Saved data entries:
★ ★ ★ ★

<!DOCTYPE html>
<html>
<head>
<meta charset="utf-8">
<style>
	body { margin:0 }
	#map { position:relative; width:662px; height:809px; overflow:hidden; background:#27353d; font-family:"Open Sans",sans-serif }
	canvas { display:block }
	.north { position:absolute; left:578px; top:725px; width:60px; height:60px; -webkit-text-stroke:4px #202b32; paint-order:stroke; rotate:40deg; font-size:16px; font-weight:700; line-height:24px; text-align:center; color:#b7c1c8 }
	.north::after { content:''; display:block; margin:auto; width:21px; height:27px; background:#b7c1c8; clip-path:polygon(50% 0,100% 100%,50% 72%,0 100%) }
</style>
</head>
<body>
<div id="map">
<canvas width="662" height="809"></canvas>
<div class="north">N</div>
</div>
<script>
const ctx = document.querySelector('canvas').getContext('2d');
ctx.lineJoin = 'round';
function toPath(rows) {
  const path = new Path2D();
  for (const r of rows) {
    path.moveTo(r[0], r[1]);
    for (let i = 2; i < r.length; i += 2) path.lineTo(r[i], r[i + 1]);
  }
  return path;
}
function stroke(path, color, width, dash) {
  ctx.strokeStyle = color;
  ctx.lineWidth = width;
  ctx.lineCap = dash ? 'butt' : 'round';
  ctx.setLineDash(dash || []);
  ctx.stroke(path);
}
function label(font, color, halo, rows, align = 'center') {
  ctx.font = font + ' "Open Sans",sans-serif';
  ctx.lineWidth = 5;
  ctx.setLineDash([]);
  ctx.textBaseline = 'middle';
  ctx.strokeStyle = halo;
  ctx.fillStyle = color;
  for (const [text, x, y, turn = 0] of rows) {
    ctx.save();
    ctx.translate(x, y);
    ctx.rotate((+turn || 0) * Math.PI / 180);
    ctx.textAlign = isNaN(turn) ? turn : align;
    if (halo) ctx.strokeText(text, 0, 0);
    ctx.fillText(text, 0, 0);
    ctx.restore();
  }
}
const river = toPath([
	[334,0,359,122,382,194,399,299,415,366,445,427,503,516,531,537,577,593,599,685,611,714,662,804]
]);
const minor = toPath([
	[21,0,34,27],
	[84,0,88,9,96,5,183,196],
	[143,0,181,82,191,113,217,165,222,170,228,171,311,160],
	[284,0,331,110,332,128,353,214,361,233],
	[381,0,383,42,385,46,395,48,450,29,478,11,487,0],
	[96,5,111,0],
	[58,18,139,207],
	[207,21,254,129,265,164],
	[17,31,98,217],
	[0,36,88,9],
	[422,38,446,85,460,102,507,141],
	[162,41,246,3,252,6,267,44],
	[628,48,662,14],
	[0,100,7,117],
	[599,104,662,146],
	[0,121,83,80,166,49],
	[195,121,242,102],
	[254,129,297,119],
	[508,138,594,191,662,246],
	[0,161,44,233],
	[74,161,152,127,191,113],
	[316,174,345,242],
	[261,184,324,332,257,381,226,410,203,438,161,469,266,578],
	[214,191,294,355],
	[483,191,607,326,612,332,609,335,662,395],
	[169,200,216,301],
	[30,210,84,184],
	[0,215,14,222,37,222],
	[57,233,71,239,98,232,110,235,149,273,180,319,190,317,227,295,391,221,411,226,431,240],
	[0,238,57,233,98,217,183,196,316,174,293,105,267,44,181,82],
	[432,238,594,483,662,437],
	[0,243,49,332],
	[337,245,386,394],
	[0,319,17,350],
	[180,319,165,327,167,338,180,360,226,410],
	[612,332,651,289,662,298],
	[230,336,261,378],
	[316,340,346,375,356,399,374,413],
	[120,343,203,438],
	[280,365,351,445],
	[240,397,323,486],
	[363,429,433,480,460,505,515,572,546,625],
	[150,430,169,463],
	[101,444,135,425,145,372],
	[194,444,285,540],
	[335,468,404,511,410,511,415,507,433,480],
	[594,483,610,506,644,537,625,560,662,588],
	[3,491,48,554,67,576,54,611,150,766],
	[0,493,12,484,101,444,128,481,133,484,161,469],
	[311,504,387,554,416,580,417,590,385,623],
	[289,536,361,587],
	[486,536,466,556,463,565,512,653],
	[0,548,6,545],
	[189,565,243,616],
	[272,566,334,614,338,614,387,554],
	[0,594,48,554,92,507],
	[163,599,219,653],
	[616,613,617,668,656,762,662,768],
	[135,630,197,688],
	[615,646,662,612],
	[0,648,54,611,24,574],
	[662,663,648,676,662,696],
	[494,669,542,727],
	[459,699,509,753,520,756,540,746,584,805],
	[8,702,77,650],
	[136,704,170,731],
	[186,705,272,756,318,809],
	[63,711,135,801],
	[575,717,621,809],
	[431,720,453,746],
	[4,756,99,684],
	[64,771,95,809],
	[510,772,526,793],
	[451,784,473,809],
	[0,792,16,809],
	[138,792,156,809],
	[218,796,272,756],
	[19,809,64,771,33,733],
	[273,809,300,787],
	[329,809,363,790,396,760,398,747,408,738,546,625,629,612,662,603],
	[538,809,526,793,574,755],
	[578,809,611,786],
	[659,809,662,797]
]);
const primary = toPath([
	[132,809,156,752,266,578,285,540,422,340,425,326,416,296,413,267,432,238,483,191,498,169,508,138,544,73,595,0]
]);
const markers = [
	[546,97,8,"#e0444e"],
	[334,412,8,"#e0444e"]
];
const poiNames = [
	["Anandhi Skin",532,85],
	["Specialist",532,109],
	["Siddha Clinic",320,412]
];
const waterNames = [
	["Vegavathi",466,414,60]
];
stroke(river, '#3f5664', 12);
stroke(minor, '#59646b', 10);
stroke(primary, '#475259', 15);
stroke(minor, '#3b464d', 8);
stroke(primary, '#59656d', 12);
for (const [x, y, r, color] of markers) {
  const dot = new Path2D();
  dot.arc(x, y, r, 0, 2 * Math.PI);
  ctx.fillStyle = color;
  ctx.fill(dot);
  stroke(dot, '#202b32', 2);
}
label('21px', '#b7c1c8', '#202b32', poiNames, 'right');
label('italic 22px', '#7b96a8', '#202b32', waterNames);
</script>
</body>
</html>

★ ★ ★ ★

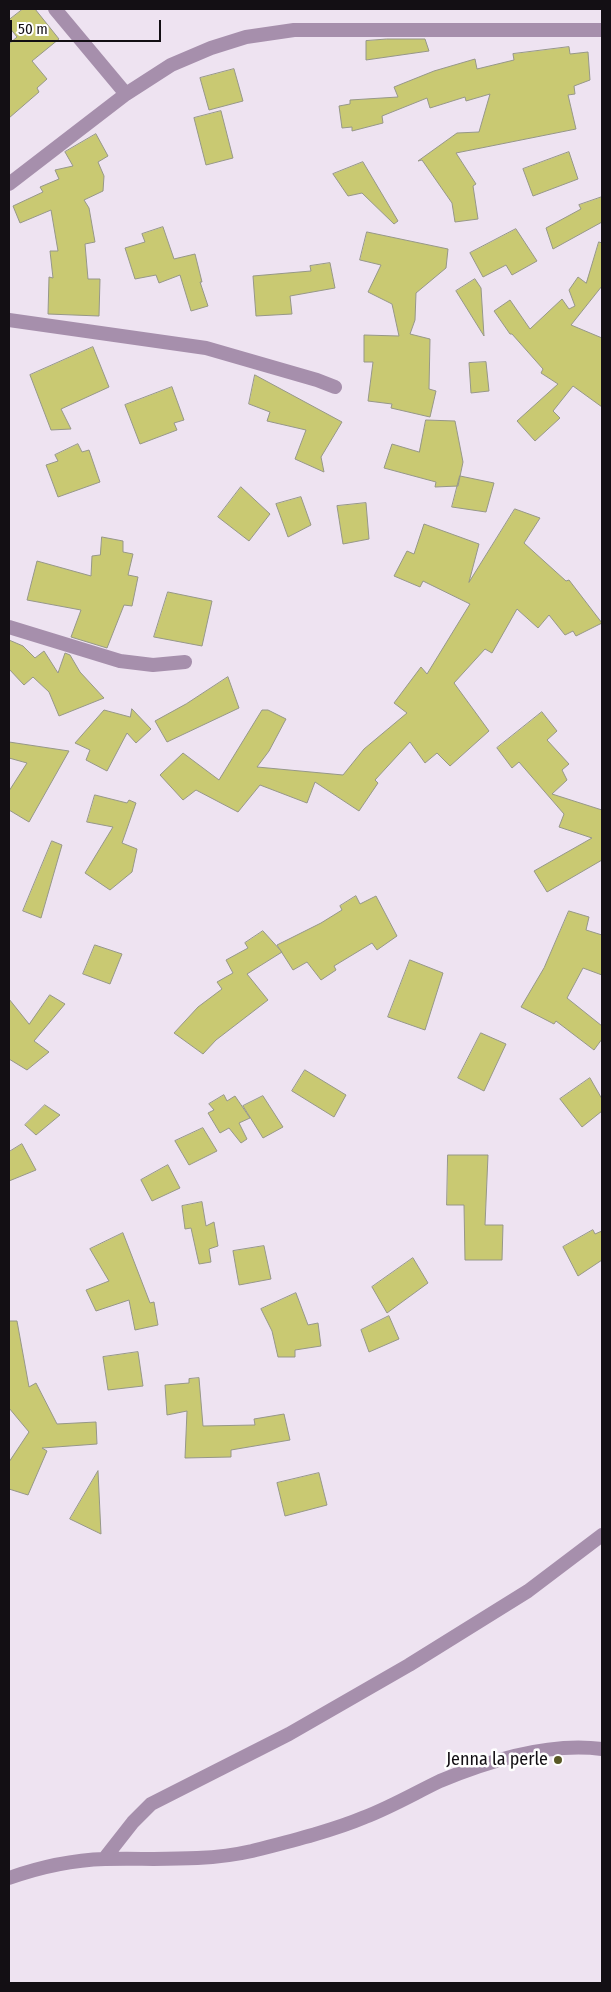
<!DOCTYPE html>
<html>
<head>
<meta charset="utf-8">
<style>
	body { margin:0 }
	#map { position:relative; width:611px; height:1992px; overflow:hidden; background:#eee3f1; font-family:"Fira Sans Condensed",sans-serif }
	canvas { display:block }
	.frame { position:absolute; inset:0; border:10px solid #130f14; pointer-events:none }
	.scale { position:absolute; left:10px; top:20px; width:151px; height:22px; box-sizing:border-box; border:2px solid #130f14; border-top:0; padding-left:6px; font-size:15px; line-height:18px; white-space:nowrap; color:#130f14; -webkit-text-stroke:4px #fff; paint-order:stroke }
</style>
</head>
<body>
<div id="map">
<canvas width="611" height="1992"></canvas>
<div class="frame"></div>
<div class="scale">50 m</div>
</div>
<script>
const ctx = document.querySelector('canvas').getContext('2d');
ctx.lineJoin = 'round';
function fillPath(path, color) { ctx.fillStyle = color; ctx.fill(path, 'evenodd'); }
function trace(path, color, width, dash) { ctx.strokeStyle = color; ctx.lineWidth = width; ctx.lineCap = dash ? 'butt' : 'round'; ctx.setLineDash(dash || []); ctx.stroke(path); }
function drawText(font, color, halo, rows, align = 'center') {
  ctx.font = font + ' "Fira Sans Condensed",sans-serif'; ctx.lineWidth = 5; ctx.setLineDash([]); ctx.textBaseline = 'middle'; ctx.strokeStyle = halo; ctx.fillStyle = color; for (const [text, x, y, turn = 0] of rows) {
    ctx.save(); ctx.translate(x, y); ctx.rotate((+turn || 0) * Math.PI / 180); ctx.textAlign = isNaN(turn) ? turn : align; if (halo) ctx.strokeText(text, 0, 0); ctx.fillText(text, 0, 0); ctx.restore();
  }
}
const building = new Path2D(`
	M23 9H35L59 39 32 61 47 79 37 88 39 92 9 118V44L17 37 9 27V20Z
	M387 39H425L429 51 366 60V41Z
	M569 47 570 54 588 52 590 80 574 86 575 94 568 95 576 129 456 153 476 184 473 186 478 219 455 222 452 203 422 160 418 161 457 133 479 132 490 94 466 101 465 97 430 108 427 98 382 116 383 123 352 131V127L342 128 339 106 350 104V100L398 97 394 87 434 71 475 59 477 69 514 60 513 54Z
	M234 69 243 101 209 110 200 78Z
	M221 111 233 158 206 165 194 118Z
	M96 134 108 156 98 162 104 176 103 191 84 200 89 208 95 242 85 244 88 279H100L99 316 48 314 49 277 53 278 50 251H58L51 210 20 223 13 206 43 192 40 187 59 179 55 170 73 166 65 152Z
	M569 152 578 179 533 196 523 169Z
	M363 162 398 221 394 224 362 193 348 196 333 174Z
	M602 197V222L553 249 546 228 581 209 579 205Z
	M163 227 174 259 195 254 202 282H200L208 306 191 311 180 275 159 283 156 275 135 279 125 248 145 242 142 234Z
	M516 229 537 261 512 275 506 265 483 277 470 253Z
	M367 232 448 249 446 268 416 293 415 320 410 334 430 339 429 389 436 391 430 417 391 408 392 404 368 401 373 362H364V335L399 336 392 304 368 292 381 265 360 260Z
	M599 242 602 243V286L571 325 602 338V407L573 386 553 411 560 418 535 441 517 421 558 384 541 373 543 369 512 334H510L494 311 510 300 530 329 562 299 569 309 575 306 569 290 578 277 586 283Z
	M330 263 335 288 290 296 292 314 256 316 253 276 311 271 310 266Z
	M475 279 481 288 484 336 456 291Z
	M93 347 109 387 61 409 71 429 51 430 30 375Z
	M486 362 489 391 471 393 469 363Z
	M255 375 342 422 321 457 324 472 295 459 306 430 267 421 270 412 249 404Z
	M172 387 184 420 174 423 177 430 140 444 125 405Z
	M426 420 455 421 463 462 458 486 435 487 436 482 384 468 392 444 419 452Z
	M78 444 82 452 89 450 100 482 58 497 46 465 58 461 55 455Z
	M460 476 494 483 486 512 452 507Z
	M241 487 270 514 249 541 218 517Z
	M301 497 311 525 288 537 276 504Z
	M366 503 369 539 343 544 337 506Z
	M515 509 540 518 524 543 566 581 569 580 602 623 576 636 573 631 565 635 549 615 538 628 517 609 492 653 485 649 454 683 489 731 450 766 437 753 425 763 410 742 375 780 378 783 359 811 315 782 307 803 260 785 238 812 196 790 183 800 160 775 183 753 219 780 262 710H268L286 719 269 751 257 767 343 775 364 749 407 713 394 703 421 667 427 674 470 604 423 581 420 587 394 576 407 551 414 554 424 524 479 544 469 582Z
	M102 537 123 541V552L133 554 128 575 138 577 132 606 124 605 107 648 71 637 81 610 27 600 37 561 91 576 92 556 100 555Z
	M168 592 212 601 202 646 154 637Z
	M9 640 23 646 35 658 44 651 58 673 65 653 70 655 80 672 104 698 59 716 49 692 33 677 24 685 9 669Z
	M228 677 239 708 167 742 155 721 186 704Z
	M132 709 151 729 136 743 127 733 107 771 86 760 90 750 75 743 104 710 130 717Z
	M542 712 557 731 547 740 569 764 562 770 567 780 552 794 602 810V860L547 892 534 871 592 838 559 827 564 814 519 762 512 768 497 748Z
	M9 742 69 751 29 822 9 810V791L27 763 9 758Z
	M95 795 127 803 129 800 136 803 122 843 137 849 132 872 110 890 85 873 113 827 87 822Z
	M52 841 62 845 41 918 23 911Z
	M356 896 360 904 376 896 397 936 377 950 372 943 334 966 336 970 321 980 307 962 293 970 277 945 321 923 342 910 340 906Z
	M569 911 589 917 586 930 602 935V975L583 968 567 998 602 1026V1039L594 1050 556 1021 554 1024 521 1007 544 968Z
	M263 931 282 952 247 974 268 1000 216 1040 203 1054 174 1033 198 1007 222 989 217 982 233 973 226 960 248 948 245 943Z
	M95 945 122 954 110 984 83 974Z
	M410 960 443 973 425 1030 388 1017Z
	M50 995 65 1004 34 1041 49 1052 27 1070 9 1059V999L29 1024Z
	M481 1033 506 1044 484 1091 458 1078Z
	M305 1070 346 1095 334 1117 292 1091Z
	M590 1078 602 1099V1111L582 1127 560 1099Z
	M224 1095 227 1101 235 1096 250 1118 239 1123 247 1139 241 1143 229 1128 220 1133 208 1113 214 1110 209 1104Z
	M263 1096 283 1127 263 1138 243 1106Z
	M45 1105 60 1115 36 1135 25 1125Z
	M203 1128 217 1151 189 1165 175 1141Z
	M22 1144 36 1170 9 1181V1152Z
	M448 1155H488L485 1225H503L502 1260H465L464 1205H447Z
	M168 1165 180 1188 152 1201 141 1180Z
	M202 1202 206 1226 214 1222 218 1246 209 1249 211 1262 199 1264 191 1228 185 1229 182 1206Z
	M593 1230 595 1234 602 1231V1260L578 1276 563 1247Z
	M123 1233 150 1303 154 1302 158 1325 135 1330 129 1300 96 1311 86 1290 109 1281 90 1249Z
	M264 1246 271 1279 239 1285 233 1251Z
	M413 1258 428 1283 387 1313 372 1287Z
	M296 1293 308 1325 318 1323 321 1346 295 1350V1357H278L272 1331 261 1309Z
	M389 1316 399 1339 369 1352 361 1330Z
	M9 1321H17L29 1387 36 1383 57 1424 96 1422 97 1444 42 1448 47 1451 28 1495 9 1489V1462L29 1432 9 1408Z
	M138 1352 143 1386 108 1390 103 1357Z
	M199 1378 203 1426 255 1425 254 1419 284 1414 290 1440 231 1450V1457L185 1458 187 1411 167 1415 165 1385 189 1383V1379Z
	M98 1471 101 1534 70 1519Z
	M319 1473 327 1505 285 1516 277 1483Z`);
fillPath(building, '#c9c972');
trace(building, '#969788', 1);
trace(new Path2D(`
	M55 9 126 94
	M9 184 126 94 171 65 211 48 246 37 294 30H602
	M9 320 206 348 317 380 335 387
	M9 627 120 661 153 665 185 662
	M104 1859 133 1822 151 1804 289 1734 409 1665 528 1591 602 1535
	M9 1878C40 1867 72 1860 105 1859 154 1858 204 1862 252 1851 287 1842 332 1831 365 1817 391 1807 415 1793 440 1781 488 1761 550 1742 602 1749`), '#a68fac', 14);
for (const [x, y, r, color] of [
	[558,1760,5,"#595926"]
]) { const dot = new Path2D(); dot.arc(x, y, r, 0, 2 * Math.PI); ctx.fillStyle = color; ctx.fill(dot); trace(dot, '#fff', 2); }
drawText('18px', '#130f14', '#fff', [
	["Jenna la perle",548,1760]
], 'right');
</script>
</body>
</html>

★ ★ ★ ★

Action item
What lines of the data include the word "strokeStyle"? Copy each of them.

Answer for this exercise
  ctx.strokeStyle = color;
  ctx.strokeStyle = halo;
function trace(path, color, width, dash) { ctx.strokeStyle = color; ctx.lineWidth = width; ctx.lineCap = dash ? 'butt' : 'round'; ctx.setLineDash(dash || []); ctx.stroke(path); }
  ctx.font = font + ' "Fira Sans Condensed",sans-serif'; ctx.lineWidth = 5; ctx.setLineDash([]); ctx.textBaseline = 'middle'; ctx.strokeStyle = halo; ctx.fillStyle = color; for (const [text, x, y, turn = 0] of rows) {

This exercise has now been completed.